2011 Annual Report
1a.Objectives (from AD-416)
Small GTPases termed ROPs (for Rho of plants) have been implicated in regulation of diverse signaling processes, including cell form, pattern formation, hormonal, biotic and abiotic stress responses. Pollen tube growth is an excellent system with which to study polar cell growth and dissect the roles of ROPs and their interacting proteins, the RhoGEFS (for Rho Guanine exchange factors) and the RhoGDIs (for Rho guanine dissociation inhibitor). ROPs have conserved cysteine residues that are substrates for S-acylation, which is performed by a family of proteins called S-palmitoyl transferases, or PATs. Mutations of cysteine residues in a type I ROP had profound effects on cell polarity, suggesting that S-acylation of these cysteine residues is also an important way to regulate ROP function. We therefore want to understand the functions of S-acylation in the regulation of ROP small GTPases. We will determine whether transient S-acylation occurs on all type-I ROPs, and if it occurs on type-II ROPS. We will determine if acylation influences whether and how ROPs interact with RhoGDIs. We will determine how mutations that compromise RhoGEF function in pollen affect the membrane distribution of ROPs. We will characterize the tissue specificity and individual roles for pollen-expressed PATs. We will determine the effects of silencing pollen-expressed S-palmitoyl transferases and determine the distribution of ROPs in such mutant lines. We will determine the association between ROP activation and S-acylation and the catalytic mechanisms involved in S-acylation. The conservation of these G-domain cysteines in the Rho family suggest that transient S-acylation may not be limited to plant small GTPases and thus the results of our proposed experiments might have implications for the roles of GTPases in other organisms. The research is expected to show whether transient S-acylation is general to all ROPs and whether S-acylation is required for ROP function in signaling cascades.
1b.Approach (from AD-416)
We will obtain T-DNA insertion lines, or, when necessary, generate silenced lines for the ROPs, RhoGDIs, RhoGEFS and PATs, and characterize their phenotypes.

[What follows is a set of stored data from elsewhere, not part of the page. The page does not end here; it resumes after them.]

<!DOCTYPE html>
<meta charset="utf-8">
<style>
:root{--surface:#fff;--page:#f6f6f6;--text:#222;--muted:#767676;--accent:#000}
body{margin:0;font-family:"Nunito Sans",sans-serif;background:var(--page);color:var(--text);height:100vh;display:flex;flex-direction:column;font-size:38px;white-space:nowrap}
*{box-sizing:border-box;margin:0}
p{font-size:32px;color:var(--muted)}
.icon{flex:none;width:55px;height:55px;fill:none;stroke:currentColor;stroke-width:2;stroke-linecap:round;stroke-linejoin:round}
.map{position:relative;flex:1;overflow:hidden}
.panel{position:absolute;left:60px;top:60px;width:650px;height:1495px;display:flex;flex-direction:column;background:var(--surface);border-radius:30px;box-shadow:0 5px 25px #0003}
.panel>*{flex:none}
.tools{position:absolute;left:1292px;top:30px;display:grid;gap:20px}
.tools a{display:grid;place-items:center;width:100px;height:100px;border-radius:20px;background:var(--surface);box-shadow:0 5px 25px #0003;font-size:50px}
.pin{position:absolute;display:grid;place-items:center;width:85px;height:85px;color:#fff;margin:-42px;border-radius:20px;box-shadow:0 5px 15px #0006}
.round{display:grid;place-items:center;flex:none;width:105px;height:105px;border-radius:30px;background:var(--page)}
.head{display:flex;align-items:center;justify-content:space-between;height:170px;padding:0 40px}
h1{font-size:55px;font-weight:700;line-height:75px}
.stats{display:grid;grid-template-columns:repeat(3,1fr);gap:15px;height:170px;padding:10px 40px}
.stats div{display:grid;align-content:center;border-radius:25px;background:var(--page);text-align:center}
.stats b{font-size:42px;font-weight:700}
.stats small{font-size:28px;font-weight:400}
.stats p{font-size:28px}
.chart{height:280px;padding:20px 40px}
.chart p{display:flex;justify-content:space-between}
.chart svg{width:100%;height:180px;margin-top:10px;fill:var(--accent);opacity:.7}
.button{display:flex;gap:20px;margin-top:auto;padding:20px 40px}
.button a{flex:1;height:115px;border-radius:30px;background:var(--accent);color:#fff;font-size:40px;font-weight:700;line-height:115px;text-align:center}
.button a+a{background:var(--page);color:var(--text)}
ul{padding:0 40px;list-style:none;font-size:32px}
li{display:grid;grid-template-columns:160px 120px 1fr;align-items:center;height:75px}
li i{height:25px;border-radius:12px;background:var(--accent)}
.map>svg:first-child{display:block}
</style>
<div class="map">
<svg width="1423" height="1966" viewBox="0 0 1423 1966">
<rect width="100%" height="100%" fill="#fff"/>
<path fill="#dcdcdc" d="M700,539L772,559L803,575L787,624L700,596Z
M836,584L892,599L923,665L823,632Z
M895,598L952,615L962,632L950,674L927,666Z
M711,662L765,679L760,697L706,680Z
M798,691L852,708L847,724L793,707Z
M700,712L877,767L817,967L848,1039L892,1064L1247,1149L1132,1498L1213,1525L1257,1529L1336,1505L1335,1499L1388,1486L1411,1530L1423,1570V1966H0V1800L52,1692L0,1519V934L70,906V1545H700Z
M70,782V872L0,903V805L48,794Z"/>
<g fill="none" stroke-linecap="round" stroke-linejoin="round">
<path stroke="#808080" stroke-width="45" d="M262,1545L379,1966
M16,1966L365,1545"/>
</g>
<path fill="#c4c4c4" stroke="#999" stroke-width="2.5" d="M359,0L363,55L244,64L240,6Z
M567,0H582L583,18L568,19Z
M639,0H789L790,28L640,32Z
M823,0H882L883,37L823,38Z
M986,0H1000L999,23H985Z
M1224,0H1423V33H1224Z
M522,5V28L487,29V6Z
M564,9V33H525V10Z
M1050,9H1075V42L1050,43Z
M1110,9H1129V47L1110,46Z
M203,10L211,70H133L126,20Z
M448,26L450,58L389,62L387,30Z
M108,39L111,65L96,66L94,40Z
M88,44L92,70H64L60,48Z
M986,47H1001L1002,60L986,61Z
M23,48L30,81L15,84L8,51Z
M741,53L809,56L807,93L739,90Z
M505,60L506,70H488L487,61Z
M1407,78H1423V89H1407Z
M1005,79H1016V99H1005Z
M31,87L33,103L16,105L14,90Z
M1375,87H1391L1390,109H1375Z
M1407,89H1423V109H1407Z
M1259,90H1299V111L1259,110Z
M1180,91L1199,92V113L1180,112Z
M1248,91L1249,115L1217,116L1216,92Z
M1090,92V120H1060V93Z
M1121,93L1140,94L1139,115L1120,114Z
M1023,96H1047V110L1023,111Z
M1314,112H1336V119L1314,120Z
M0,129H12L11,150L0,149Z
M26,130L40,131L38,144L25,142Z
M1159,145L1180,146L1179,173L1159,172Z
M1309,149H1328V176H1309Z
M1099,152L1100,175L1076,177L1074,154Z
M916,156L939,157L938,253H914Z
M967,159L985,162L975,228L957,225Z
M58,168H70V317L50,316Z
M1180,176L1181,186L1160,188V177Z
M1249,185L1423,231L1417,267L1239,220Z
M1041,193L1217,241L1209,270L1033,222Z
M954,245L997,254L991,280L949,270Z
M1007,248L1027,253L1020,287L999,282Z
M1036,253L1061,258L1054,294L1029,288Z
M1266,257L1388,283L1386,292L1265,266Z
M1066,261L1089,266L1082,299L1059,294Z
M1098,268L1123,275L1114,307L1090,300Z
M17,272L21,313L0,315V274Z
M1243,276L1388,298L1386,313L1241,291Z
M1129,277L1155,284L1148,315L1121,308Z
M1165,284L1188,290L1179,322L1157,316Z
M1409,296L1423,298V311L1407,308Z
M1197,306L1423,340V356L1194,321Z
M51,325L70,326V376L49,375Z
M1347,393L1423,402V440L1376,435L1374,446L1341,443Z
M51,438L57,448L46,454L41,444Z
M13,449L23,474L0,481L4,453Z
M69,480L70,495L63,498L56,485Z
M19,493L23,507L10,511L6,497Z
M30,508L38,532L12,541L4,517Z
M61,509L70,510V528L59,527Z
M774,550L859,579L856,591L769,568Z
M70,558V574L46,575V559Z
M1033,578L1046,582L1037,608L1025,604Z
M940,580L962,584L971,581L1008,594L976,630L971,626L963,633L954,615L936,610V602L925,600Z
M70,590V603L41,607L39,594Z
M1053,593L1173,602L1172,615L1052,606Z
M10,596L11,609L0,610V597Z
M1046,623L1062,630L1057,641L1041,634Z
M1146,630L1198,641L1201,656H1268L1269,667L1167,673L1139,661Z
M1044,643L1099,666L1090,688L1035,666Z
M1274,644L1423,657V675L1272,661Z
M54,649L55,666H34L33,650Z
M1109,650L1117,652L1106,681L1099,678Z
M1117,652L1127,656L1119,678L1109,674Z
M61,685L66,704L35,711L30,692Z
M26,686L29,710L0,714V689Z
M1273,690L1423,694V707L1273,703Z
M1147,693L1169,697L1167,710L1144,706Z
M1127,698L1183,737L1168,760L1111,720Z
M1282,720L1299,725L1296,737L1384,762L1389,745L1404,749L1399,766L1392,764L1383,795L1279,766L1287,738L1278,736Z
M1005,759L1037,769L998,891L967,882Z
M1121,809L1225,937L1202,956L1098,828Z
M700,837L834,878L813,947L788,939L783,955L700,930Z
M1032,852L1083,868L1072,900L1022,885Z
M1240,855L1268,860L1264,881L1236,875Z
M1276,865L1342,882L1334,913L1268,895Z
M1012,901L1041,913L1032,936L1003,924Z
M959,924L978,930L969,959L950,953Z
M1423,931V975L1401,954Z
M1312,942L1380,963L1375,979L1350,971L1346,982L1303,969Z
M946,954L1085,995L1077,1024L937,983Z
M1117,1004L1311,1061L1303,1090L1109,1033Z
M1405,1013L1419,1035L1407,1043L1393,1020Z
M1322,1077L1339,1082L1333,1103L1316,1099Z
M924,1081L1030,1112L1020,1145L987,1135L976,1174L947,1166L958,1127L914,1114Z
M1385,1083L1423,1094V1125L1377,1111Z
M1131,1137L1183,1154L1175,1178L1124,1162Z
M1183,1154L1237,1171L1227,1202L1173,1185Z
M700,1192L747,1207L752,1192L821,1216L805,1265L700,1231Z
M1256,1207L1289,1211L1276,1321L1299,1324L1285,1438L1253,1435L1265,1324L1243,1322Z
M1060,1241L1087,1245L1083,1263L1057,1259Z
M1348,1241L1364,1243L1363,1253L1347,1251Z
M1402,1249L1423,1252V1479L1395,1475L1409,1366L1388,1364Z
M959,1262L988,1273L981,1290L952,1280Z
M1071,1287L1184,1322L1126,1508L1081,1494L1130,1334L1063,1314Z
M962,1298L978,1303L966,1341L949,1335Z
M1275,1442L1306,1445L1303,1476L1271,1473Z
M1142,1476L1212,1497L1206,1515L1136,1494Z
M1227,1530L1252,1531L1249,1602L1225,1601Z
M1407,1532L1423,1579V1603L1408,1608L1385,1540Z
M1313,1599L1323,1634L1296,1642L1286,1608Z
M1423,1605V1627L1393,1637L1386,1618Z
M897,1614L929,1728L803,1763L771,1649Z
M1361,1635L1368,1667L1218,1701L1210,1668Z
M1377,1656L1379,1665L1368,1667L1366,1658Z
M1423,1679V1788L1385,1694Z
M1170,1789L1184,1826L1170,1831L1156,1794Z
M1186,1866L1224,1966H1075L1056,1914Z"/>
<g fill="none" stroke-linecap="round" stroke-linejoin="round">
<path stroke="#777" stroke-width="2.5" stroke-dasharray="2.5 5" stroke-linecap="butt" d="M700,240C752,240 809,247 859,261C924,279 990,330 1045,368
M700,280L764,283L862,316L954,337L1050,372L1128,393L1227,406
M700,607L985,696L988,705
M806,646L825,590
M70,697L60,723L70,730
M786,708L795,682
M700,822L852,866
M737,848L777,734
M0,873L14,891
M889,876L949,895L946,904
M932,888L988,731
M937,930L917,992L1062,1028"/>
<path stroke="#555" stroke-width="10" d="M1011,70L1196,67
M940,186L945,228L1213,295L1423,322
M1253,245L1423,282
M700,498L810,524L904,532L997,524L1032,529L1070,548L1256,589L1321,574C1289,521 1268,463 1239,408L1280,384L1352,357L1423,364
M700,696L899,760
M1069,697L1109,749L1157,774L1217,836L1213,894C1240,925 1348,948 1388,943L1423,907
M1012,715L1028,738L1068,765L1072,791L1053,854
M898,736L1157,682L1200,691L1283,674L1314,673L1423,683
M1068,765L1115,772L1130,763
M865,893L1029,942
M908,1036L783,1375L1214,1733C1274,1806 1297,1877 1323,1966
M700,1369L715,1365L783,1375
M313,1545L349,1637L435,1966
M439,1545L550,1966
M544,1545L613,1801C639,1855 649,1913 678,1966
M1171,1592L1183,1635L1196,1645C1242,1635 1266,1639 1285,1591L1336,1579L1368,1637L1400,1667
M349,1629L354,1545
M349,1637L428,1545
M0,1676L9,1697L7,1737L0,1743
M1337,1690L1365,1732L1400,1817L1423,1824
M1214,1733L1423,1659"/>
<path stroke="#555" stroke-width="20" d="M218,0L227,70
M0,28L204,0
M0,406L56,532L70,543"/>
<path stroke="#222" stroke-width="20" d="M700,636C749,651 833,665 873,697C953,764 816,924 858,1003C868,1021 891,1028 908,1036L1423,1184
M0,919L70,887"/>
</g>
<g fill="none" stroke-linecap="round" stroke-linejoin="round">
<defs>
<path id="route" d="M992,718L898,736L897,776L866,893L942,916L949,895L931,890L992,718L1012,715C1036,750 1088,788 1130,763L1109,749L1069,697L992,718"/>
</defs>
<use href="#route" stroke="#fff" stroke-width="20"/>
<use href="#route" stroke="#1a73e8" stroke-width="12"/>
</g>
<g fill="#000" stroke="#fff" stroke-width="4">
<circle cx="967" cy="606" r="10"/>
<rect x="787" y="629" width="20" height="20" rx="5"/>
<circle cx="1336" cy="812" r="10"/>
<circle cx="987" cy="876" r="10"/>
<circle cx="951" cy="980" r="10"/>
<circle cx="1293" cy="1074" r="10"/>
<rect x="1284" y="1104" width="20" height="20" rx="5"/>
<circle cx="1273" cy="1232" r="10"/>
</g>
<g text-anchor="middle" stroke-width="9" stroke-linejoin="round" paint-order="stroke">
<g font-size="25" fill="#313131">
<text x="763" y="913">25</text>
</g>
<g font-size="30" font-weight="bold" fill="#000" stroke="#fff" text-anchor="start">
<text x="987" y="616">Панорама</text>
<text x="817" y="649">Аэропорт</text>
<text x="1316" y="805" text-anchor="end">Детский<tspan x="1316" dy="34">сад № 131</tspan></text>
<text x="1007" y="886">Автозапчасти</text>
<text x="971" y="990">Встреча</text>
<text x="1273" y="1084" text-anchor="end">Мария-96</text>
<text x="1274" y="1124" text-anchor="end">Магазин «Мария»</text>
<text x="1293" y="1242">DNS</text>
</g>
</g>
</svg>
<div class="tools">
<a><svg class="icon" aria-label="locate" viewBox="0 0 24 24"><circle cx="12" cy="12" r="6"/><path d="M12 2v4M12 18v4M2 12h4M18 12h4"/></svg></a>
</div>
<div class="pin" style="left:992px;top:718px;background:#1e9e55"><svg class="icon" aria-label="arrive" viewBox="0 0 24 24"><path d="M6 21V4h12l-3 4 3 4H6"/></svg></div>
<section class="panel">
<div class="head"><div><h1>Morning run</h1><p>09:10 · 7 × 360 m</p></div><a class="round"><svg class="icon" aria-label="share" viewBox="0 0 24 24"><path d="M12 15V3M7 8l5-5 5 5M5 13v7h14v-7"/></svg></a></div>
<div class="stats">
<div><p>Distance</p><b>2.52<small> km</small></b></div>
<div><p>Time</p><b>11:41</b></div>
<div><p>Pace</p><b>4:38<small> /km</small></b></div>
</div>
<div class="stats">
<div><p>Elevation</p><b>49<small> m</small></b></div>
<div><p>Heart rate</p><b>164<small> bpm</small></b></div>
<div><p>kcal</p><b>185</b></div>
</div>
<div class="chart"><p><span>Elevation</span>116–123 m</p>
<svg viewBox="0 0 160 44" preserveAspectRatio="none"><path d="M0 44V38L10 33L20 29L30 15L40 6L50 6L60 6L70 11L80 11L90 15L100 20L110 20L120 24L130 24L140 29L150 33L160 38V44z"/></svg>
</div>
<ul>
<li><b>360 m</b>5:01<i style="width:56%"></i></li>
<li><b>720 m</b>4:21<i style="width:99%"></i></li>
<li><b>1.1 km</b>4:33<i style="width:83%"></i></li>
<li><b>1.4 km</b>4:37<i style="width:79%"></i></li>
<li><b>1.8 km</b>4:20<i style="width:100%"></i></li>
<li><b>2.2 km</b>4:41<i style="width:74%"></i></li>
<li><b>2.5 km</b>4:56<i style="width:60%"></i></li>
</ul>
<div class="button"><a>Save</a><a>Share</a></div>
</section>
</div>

We will biochemically fractionate membranes and use pulldown assays to determine the location of ROP, Rho-GEFs, RhoGDIs and PATs, in wild type and in mutant lines for each of these components.
We will use fluorescent protein fusions for each of these components in order to image their location in growing pollen tubes.
We will assay for in vivo interactions of these components, using Bimolecular fluorescence complementation assays.
PGEC scientists determined the sub-cellular location of the Arabidopsis S-Palmitoyl Transferases (PATs) by constructing protein fusions to fluorescent proteins and introducing the resulting constructs into plants, followed by fluorescence microscopy.